**Saved entries:**
'''
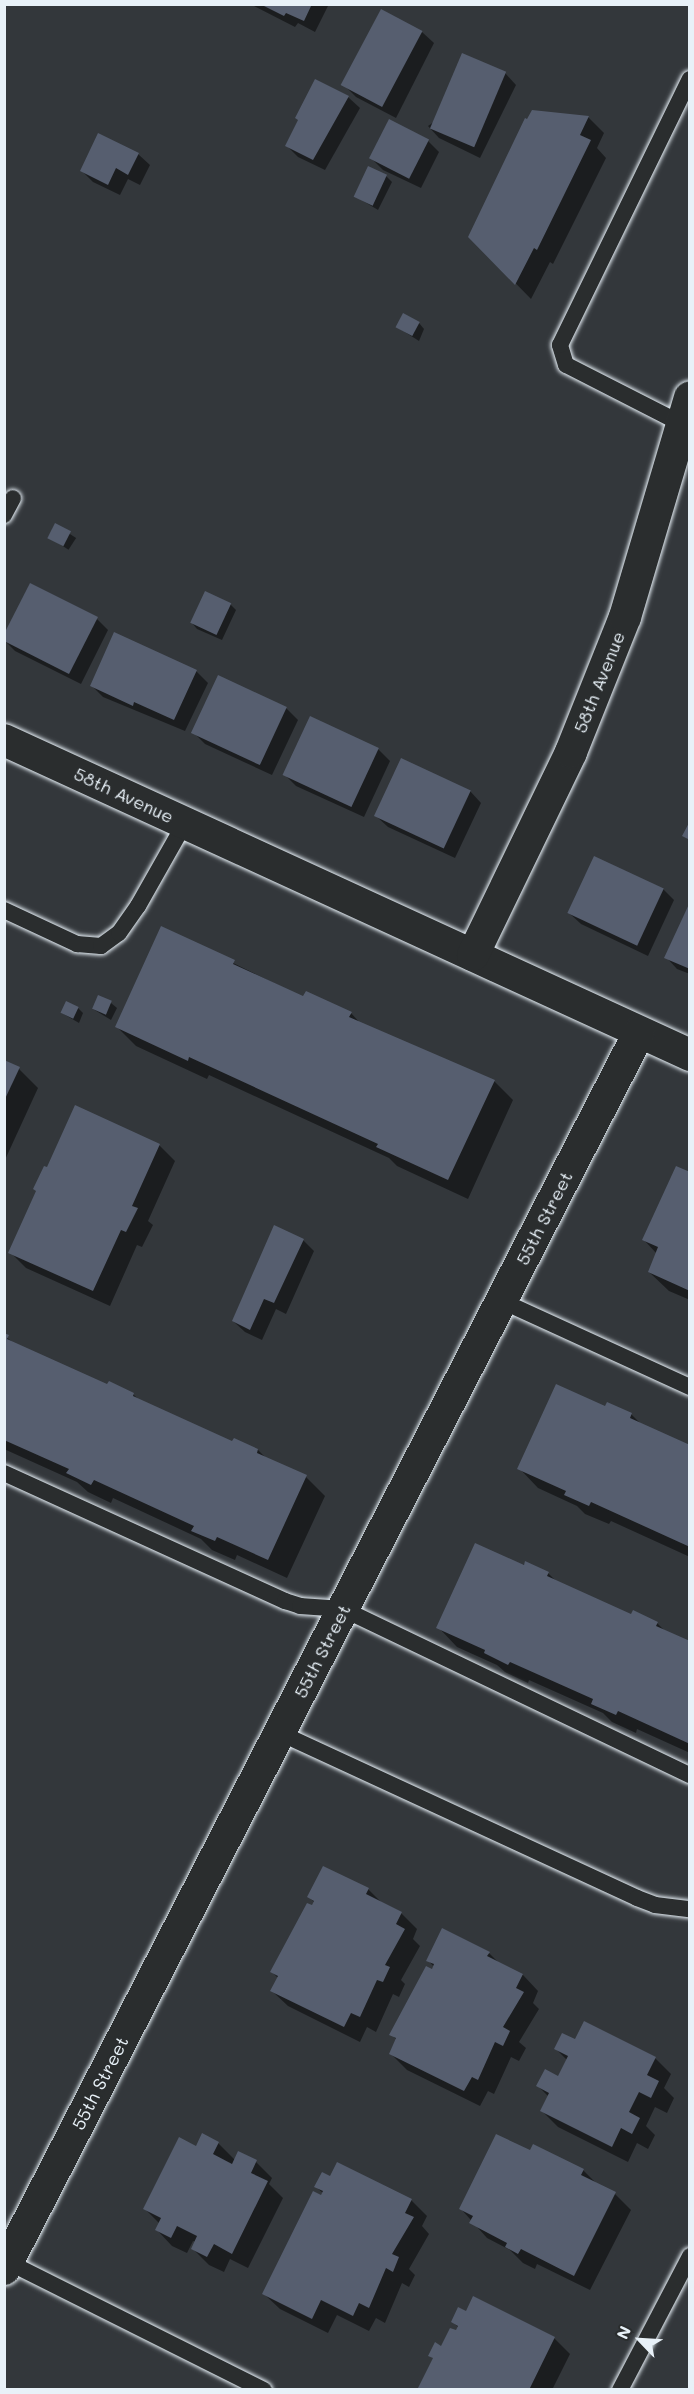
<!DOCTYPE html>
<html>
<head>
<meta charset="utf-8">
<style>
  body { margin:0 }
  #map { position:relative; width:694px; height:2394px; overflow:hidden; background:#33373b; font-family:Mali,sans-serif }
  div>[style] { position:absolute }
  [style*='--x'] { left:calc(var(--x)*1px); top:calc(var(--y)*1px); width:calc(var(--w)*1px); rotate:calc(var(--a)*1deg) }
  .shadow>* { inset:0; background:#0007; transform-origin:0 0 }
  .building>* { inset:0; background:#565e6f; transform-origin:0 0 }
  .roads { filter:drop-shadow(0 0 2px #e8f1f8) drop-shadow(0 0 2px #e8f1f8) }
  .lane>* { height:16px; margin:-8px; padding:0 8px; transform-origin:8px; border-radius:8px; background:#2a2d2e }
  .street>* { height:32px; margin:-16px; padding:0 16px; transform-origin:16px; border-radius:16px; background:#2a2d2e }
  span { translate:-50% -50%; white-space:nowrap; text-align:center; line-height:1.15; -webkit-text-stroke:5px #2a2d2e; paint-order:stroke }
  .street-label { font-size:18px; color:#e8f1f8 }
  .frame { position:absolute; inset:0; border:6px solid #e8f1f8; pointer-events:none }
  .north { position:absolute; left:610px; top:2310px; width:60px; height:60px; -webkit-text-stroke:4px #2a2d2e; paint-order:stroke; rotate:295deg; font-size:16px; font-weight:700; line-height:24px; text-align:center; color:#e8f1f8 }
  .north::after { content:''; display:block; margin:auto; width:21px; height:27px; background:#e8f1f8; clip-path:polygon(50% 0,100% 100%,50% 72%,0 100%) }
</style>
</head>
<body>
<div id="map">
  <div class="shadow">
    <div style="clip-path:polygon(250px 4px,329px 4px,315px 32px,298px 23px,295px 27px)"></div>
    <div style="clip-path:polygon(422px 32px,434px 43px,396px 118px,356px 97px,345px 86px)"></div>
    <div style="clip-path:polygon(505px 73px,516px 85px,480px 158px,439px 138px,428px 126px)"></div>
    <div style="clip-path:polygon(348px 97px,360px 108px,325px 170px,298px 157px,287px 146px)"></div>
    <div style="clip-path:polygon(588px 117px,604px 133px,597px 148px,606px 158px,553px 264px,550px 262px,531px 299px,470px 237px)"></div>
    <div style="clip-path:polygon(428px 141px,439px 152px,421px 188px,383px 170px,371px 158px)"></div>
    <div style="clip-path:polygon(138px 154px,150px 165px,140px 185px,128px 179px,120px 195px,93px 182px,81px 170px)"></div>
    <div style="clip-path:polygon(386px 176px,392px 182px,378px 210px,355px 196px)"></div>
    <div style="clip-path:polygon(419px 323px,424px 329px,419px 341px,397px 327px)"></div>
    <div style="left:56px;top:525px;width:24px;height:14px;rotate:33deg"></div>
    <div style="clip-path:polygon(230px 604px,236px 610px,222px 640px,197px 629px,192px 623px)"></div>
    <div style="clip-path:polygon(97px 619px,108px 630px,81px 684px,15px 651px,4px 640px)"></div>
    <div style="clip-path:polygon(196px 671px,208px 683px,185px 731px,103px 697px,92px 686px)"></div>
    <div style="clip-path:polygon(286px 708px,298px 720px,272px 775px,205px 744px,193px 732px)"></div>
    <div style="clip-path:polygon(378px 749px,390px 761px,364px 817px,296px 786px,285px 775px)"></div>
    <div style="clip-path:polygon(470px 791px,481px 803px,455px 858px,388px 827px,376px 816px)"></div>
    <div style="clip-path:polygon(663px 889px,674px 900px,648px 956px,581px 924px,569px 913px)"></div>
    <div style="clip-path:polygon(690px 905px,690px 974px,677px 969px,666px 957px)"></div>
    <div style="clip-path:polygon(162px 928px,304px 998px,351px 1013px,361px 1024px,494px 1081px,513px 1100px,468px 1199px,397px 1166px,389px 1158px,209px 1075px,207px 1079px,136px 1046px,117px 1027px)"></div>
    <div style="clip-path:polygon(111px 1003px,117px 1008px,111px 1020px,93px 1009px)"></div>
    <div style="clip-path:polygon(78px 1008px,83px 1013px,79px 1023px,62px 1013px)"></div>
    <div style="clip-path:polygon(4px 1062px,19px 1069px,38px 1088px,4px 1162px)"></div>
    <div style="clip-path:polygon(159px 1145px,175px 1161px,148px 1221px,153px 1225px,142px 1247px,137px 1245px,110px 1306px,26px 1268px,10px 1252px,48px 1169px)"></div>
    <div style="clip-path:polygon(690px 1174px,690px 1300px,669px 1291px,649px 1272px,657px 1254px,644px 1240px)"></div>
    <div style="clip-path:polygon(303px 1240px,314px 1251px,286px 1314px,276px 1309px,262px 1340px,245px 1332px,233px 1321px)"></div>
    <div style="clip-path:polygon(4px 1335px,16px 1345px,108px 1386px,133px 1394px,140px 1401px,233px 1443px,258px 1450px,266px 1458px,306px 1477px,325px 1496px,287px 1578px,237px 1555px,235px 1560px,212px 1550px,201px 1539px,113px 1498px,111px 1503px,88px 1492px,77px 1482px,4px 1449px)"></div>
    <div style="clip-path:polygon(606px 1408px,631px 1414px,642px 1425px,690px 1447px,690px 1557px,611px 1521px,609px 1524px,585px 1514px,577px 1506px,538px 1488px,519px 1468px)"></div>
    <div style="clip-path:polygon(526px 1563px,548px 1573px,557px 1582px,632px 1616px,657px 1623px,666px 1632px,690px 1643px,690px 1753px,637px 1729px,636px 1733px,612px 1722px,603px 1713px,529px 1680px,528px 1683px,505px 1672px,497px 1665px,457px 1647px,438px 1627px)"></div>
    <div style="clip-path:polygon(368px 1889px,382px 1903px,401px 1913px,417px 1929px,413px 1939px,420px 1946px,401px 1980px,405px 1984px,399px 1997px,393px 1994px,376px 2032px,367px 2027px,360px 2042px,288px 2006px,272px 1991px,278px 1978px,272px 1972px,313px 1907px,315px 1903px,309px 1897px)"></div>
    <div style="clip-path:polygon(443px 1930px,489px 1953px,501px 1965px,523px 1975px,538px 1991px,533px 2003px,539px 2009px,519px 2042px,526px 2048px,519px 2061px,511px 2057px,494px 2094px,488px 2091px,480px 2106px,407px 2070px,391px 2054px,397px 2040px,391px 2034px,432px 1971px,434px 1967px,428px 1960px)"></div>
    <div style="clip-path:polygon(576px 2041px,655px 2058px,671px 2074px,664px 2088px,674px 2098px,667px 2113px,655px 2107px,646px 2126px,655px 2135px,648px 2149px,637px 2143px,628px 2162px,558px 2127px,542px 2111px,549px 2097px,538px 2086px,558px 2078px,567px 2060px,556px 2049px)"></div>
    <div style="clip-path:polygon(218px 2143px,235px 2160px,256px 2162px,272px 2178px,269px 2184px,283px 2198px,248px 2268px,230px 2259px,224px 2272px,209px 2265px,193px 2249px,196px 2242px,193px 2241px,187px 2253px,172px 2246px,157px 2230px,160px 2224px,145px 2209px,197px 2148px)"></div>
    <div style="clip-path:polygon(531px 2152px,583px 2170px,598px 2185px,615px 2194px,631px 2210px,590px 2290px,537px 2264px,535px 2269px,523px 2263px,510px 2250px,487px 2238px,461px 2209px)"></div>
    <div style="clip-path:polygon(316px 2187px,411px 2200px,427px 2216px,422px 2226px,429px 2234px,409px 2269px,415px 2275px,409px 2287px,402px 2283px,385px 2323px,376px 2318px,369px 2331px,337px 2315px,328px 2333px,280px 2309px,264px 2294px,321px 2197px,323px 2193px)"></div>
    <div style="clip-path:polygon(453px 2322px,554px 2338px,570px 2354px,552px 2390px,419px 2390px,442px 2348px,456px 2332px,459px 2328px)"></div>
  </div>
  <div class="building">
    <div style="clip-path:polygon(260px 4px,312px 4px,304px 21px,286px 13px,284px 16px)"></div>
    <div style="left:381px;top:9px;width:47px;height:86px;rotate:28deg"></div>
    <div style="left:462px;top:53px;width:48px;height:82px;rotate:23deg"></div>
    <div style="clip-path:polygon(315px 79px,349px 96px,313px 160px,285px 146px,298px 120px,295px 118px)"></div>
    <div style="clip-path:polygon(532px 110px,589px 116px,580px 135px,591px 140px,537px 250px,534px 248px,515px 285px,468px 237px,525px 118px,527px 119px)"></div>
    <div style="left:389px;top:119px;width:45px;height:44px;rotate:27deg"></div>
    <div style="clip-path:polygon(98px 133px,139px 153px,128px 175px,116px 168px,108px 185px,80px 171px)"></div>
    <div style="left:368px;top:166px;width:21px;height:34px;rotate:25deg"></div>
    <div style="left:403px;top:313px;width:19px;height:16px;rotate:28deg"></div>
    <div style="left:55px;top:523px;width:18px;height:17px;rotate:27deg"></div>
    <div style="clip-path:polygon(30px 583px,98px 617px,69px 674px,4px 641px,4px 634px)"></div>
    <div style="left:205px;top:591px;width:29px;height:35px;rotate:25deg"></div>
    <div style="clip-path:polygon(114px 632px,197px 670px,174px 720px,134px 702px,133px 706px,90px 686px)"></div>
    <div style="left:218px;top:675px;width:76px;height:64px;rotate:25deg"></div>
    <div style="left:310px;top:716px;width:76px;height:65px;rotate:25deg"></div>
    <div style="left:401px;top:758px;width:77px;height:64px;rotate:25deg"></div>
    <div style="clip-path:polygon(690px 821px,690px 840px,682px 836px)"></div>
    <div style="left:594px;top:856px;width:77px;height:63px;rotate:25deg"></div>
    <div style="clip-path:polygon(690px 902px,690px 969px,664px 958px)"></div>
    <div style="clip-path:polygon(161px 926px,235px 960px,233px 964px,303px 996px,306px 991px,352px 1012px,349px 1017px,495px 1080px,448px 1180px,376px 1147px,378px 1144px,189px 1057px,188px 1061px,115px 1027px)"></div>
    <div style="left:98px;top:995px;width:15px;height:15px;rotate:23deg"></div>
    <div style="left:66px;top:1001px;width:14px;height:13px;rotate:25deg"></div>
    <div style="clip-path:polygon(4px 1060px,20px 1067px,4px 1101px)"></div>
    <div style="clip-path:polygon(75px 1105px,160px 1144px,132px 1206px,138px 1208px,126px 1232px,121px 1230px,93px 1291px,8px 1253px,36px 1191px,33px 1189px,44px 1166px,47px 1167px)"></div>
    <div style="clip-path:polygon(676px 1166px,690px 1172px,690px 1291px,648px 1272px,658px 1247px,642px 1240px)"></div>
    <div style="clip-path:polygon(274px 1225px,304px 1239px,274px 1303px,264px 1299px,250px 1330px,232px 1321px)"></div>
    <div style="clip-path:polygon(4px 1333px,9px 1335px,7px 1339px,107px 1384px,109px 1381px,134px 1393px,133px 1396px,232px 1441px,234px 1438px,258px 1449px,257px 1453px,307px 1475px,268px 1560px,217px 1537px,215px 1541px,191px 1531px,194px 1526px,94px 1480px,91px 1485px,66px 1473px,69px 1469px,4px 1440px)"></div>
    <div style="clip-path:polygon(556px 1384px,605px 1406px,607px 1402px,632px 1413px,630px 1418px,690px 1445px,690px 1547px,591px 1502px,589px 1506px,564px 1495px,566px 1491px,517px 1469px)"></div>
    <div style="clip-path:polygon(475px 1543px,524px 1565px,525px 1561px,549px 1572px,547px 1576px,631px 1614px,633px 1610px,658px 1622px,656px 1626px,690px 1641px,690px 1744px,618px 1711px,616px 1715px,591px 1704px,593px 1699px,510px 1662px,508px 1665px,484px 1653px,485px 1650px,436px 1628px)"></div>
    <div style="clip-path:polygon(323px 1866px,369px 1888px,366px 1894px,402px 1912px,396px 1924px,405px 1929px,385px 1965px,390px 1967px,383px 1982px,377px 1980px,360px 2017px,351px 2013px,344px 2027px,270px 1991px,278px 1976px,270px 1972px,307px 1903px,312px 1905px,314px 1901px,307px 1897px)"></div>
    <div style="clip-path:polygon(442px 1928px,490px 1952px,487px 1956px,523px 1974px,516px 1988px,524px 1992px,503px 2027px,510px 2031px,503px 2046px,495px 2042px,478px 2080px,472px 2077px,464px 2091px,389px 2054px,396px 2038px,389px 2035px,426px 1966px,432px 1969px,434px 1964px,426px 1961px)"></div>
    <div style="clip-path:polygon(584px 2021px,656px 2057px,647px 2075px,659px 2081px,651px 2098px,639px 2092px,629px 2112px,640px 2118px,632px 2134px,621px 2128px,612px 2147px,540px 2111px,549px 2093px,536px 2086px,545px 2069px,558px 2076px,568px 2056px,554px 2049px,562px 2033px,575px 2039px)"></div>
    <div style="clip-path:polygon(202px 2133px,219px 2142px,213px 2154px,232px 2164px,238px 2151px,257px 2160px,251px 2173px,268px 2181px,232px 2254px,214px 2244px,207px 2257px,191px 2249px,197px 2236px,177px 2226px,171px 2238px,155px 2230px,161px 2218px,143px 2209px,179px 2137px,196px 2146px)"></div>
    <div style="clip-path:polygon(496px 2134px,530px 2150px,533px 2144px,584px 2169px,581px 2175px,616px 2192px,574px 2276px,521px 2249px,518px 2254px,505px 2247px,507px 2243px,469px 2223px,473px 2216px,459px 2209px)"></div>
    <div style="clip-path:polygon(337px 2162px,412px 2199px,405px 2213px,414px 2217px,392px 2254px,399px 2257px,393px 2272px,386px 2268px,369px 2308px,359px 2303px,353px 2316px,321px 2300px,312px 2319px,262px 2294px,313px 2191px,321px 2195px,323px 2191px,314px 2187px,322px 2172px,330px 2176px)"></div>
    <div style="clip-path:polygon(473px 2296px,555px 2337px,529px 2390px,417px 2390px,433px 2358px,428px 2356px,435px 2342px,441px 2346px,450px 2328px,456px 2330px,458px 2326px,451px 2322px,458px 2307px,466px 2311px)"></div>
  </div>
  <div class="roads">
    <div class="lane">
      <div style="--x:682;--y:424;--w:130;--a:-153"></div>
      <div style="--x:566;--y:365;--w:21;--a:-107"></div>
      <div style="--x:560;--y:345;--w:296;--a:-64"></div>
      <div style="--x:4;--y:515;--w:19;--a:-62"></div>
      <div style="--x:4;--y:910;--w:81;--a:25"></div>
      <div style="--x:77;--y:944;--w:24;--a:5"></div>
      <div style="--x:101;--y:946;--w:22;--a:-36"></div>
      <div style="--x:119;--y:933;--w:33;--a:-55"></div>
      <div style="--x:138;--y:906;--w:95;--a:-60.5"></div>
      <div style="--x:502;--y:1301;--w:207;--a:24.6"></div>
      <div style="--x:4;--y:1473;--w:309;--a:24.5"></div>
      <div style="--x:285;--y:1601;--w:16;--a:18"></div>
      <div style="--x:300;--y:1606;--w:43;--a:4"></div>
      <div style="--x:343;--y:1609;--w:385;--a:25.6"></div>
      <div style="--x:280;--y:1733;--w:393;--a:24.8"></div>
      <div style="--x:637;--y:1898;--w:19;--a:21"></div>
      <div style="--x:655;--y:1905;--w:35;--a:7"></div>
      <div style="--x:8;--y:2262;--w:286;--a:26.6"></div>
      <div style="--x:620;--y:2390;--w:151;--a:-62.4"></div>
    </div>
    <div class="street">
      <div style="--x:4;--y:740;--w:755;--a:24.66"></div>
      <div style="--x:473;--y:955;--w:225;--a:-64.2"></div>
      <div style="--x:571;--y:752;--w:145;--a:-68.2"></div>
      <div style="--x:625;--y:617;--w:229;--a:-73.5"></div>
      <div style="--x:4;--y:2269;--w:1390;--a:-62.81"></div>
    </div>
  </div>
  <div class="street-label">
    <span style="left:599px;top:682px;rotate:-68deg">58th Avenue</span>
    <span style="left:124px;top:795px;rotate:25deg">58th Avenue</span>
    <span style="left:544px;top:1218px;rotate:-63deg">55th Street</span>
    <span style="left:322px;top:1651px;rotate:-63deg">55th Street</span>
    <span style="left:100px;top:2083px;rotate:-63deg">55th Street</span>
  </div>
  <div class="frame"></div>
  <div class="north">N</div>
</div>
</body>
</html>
'''
**Work to be completed:** Go through the entries and copy every line with "north".

**Result of the task:**
  .north { position:absolute; left:610px; top:2310px; width:60px; height:60px; -webkit-text-stroke:4px #2a2d2e; paint-order:stroke; rotate:295deg; font-size:16px; font-weight:700; line-height:24px; text-align:center; color:#e8f1f8 }
  .north::after { content:''; display:block; margin:auto; width:21px; height:27px; background:#e8f1f8; clip-path:polygon(50% 0,100% 100%,50% 72%,0 100%) }
  <div class="north">N</div>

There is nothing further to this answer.